They have told me the same thing every time I’ve sent in a pot or pan to be replaced. At first I was nervous about it like you but they have never refused to replace one so I’m pretty sure they are really good about doing it.


----------



## kennyc (Oct 13, 2020)

For a while I was restoring vintage cast-iron as a hobby. Get yourself a can or two of spray-on oven cleaner. Coat liberally and leave the pan for a few hours in a plastic bag - then knock off the loose bits with a brush. Rinse well with water & repeat as necessary. I was able to get most back to their original blue/orange/brown enamel colors and the exposed iron part back to an un-seasoned dull grey. 

Then comes the re-seasoning!


----------



## kennyc (Oct 13, 2020)

kennyc said:


> For a while I was restoring vintage cast-iron as a hobby. Get yourself a can or two of spray-on oven cleaner.

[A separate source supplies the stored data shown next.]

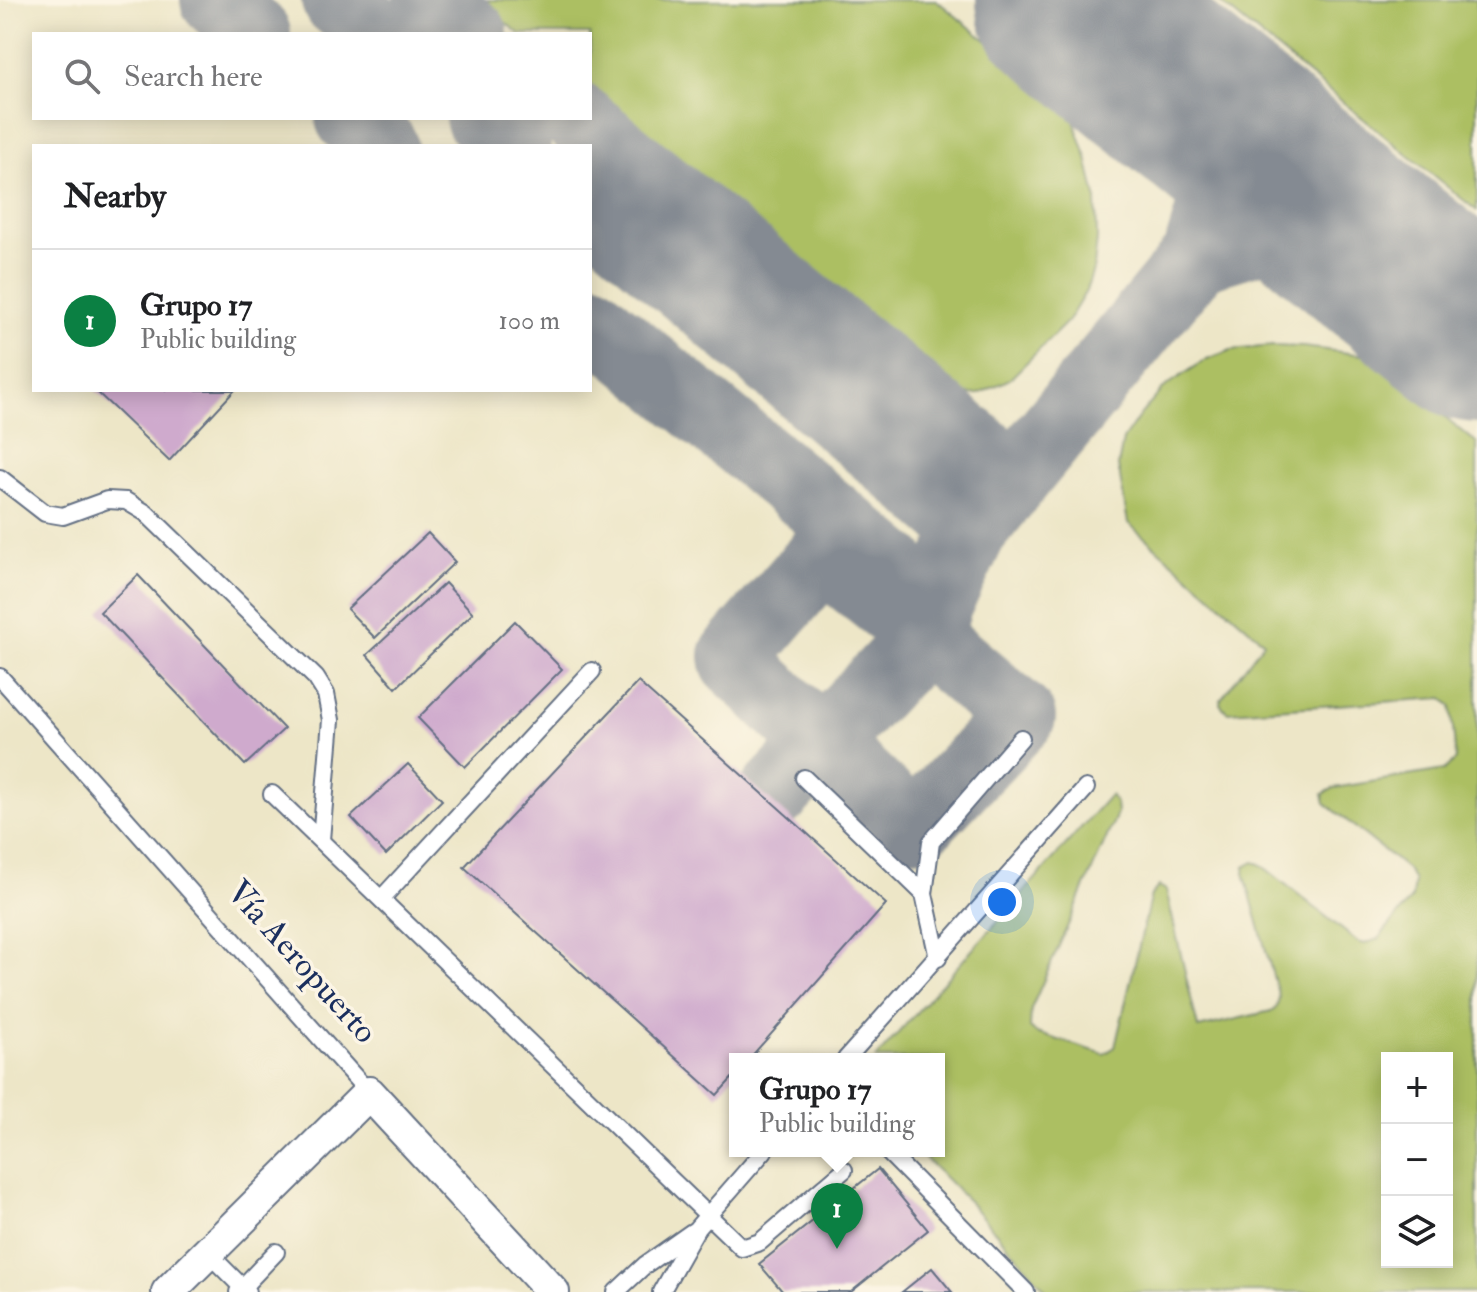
<!DOCTYPE html>
<html lang="en">
<head>
<meta charset="utf-8">
<style>
  :root { --surface:#fff; --page:#f6f6f6; --text:#202124; --muted:#757577; --line:#e0e0e0; --accent:#0b8043 }
  body { margin:0; font-family:"IM FELL Double Pica",serif; background:var(--page); color:var(--text) }
  .controls { position:absolute; right:24px; bottom:24px; display:grid; overflow:hidden; border-radius:0px; box-shadow:0 4px 20px #0003 }
  .controls button { width:72px; height:72px; display:grid; place-items:center; padding:0; border:0; border-bottom:2px solid var(--line); background:var(--surface); color:var(--text); font:40px sans-serif }
  .you { position:absolute; left:1002px; top:902px; width:28px; height:28px; margin:-20px; border:6px solid #fff; border-radius:50%; background:#1a73e8; box-shadow:0 0 0 12px #1a73e833 }
  .badge { display:grid; place-items:center; width:52px; height:52px; border-radius:50%; background:var(--accent); color:#fff; font-size:26px; font-weight:700 }
  .pin { position:absolute; translate:-50% -66px; filter:drop-shadow(0 2px 4px #0008) }
  .pin::after { content:''; position:absolute; top:42px; width:28px; height:24px; background:inherit; clip-path:polygon(0 0,100% 0,50% 100%) }
  .popup { position:absolute; left:729px; top:1053px; width:216px; height:104px; box-sizing:border-box; display:grid; place-content:center; border-radius:0px; background:var(--surface); filter:drop-shadow(0 2px 6px #0005); font-size:26px; white-space:nowrap; color:var(--muted) }
  .popup b { font-size:30px; color:var(--text) }
  .popup::after { content:''; position:absolute; left:50%; top:100%; margin-left:-16px; border:16px solid transparent; border-top-color:var(--surface) }
  .list { margin:0; padding:0; list-style:none }
  h2 { display:flex; justify-content:space-between; align-items:center; height:104px; margin:0; padding:0 32px; font-size:34px }
  h2 small { font-size:26px; font-weight:400; color:var(--muted) }
  .list li { display:grid; grid-template-columns:52px 1fr auto; gap:24px; align-items:center; box-sizing:border-box; height:144px; padding:0 32px; border-top:2px solid var(--line) }
  .list b { display:block; font-size:30px; white-space:nowrap }
  .list p { margin:0; font-size:26px; white-space:nowrap; color:var(--muted) }
  .list em { font-size:26px; font-style:normal; color:var(--muted) }
  .icon { flex:none; width:44px; height:44px; fill:none; stroke:currentColor; stroke-width:2; stroke-linecap:round; stroke-linejoin:round }
  .map { position:relative; flex:none; width:1477px; height:1292px; overflow:hidden }
  .search { position:absolute; background:var(--surface); box-shadow:0 4px 20px #0003; left:32px; top:32px; width:560px; height:88px; display:flex; align-items:center; gap:20px; box-sizing:border-box; padding:0 28px; border-radius:0px; color:var(--muted); font-size:30px }
  .panel { position:absolute; background:var(--surface); box-shadow:0 4px 20px #0003; left:32px; top:144px; width:560px; height:248px; border-radius:0px }
  .map>svg:first-child { display:block }
  .green { fill:#acbf62; stroke:#647760; stroke-width:2; fill-rule:evenodd }
  .lines { fill:none; stroke-linecap:round; stroke-linejoin:round }
  .taxiway { stroke:#848a92; stroke-width:72 }
  .runway { stroke:#848a92; stroke-width:180 }
  .building { fill:#cfaacd }
  .service-casing { stroke:#646f83; stroke-width:20 }
  .minor-casing { stroke:#646f83; stroke-width:36 }
  .service { stroke:#fff; stroke-width:16 }
  .minor { stroke:#fff; stroke-width:32 }
  .labels { text-anchor:middle; stroke-width:7; stroke-linejoin:round; paint-order:stroke }
  .street-label { font-size:34px; fill:#1b2f5e; stroke:#fcf5e5 }
</style>
</head>
<body>
<div class="map">
<svg width="1477" height="1292" viewBox="0 0 1477 1292">
  <rect width="100%" height="100%" fill="#fcf5e5"/>
  <filter id="ink" filterUnits="userSpaceOnUse"><feTurbulence type="fractalNoise" baseFrequency=".0125" numOctaves="2"/><feDisplacementMap in="SourceGraphic" scale="16" xChannelSelector="R" yChannelSelector="G"/><feConvolveMatrix kernelMatrix="1 2 1 2 8 2 1 2 1" color-interpolation-filters="sRGB"/></filter>
  <filter id="wash" filterUnits="userSpaceOnUse"><feTurbulence type="fractalNoise" baseFrequency=".006" numOctaves="4" result="noise"/><feDisplacementMap in="SourceGraphic" scale="32" xChannelSelector="R" yChannelSelector="G"/><feGaussianBlur stdDeviation="1.8" result="paint"/><feColorMatrix in="noise" values="0 0 0 0 0 0 0 0 0 0 0 0 0 0 0 0 0 1.4 0 .05"/><feComposite in="paint" operator="in"/></filter>
  <g filter="url(#wash)">
    <rect width="100%" height="100%" fill="#ede6c7"/>
    <!-- green -->
    <g class="green">
      <polygon points="477,0 936,0 1069,107 1087,158 1096,197 1097,239 1094,267 1086,291 1068,321 1010,379 979,394 963,395 590,90 590,34 520,34"/>
      <polygon points="1217,0 1477,0 1477,211"/>
      <path d="M1272 346 1304 347 1370 356 1477 443V1292H1048L970 1203 918 1151H939V1059H875L1110 795 1116 803 1117 814 1031 1009 1030 1028 1036 1033 1104 1054 1115 1047 1151 895 1159 886 1166 890 1198 1028 1271 1011 1277 1007 1279 997 1244 873 1245 867 1254 862 1260 864 1358 942 1365 944 1378 939 1412 898 1414 881 1407 869 1325 803 1323 794 1334 788 1444 770 1456 760 1451 706 1443 698 1227 712 1220 704 1221 699 1264 642 1128 523 1118 466 1123 440 1140 415 1166 386 1207 359 1231 350ZM1387 1058H1447V1262H1387Z"/>
    </g>
    <g class="lines">
      <!-- taxiway -->
      <g class="taxiway">
        <polyline points="216,0 255,34"/>
        <polyline points="337,0 378,34"/>
        <polyline points="429,0 472,34"/>
        <polyline points="351,118 382,146"/>
        <polyline points="481,118 515,146"/>
        <polyline points="577,118 1015,478"/>
        <polyline points="590,207 972,530"/>
        <polyline points="1198,256 1266,235 1318,236 1371,247"/>
        <polyline points="590,318 894,567"/>
        <polygon points="823,555 924,635 1020,717 921,821 913,824 905,821 736,662 735,656"/>
        <path d="M775 793 928 631 937 603 972 530 1198 256C1204 234 1216 206 1214 183 1212 150 1191 118 1177 90"/>
      </g>
      <!-- runway -->
      <polyline class="runway" points="1066,0 1477,333"/>
    </g>
    <g id="blocks">
      <!-- building -->
      <g class="building">
        <polygon points="95,390 235,390 169,461"/>
        <polygon points="428,533 455,562 375,638 347,609"/>
        <polygon points="138,575 284,729 245,765 100,612"/>
        <polygon points="445,583 473,613 396,688 367,655"/>
        <polygon points="515,621 562,669 465,767 418,718"/>
        <polygon points="638,682 886,904 749,1059 735,1059 735,1075 717,1095 464,867"/>
        <polygon points="408,764 442,800 386,855 351,817"/>
        <polygon points="878,1169 928,1230 851,1292 783,1292 759,1264"/>
        <polygon points="932,1268 952,1292 902,1292"/>
      </g>
    </g>
  </g>
  <g filter="url(#ink)">
    <use href="#blocks" fill-opacity="0" stroke="#646f83" stroke-width="2"/>
    <g class="lines">
      <defs>
        <g id="service">
          <polyline points="0,478 45,513 63,516 107,500 126,501 146,513 316,678 326,694 331,720 321,840"/>
          <polyline points="0,677 369,1093"/>
          <polyline points="804,778 924,894"/>
          <polyline points="272,794 742,1248 760,1242 844,1170"/>
          <polyline points="382,898 592,671"/>
          <polyline points="938,958 924,894 931,842 1021,738"/>
          <polyline points="846,1059 1086,788"/>
          <polyline points="887,1151 1026,1292"/>
          <polyline points="208,1253 247,1292"/>
          <polyline points="238,1292 276,1252"/>
          <polyline points="616,1292 645,1265 692,1232"/>
          <polyline points="661,1292 697,1228 764,1151"/>
        </g>
        <polyline id="minor" points="168,1292 369,1093 553,1292"/>
      </defs>
      <!-- service casing -->
      <use href="#service" class="service-casing"/>
      <!-- minor casing -->
      <use href="#minor" class="minor-casing"/>
      <!-- service -->
      <use href="#service" class="service"/>
      <!-- minor -->
      <use href="#minor" class="minor"/>
    </g>
  </g>
  <g class="labels">
    <!-- street labels -->
    <g class="street-label">
      <text transform="translate(303 961) rotate(48)" y="12">Vía Aeropuerto</text>
    </g>
  </g>
</svg>
<div class="controls">
<button>+</button>
<button>−</button>
<button><svg class="icon" aria-label="layers" viewBox="0 0 24 24"><path d="M12 4l9 5-9 5-9-5zM3 14l9 5 9-5"/></svg></button>
</div>
<div class="you"></div>
<div class="pin badge" style="left:837px;top:1249px">1</div>
<div class="popup"><b>Grupo 17</b>Public building</div>
<div class="search"><svg class="icon" aria-label="search" viewBox="0 0 24 24"><circle cx="10" cy="10" r="6"/><path d="M15 15l6 6"/></svg>Search here</div>
<section class="panel">
<h2>Nearby<small></small></h2>
<ul class="list">
<li><span class="badge">1</span><div><b>Grupo 17</b><p>Public building</p></div><em>100 m</em></li>
</ul>
</section>
</div>
</body>
</html>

Coat liberally and leave the pan for a few hours in a plastic bag - then knock off the loose bits with a brush. Rinse well with water & repeat as necessary. I was able to get most back to their original blue/orange/brown enamel colors and the exposed iron part back to an un-seasoned dull grey.
> 
> Then comes the re-seasoning!




Also - do the scrub/spray outdoors lest you incur the wrath of anyone else who uses the kitchen


----------



## copacetic (Oct 13, 2020)

I use stainless steel scourers (Spontex or the like) on grill pans and the outside of my Le Creuset, with no ill effects to the finish so far. Seems to be the only way to remove really carbonised deposits.

As an aside, the best use I've found for Bar Keeper's Friend (powder version) is to clean car windscreens. It often gets recommended on car detailing forums. Awesome for getting that winter road film and grime off glass.


----------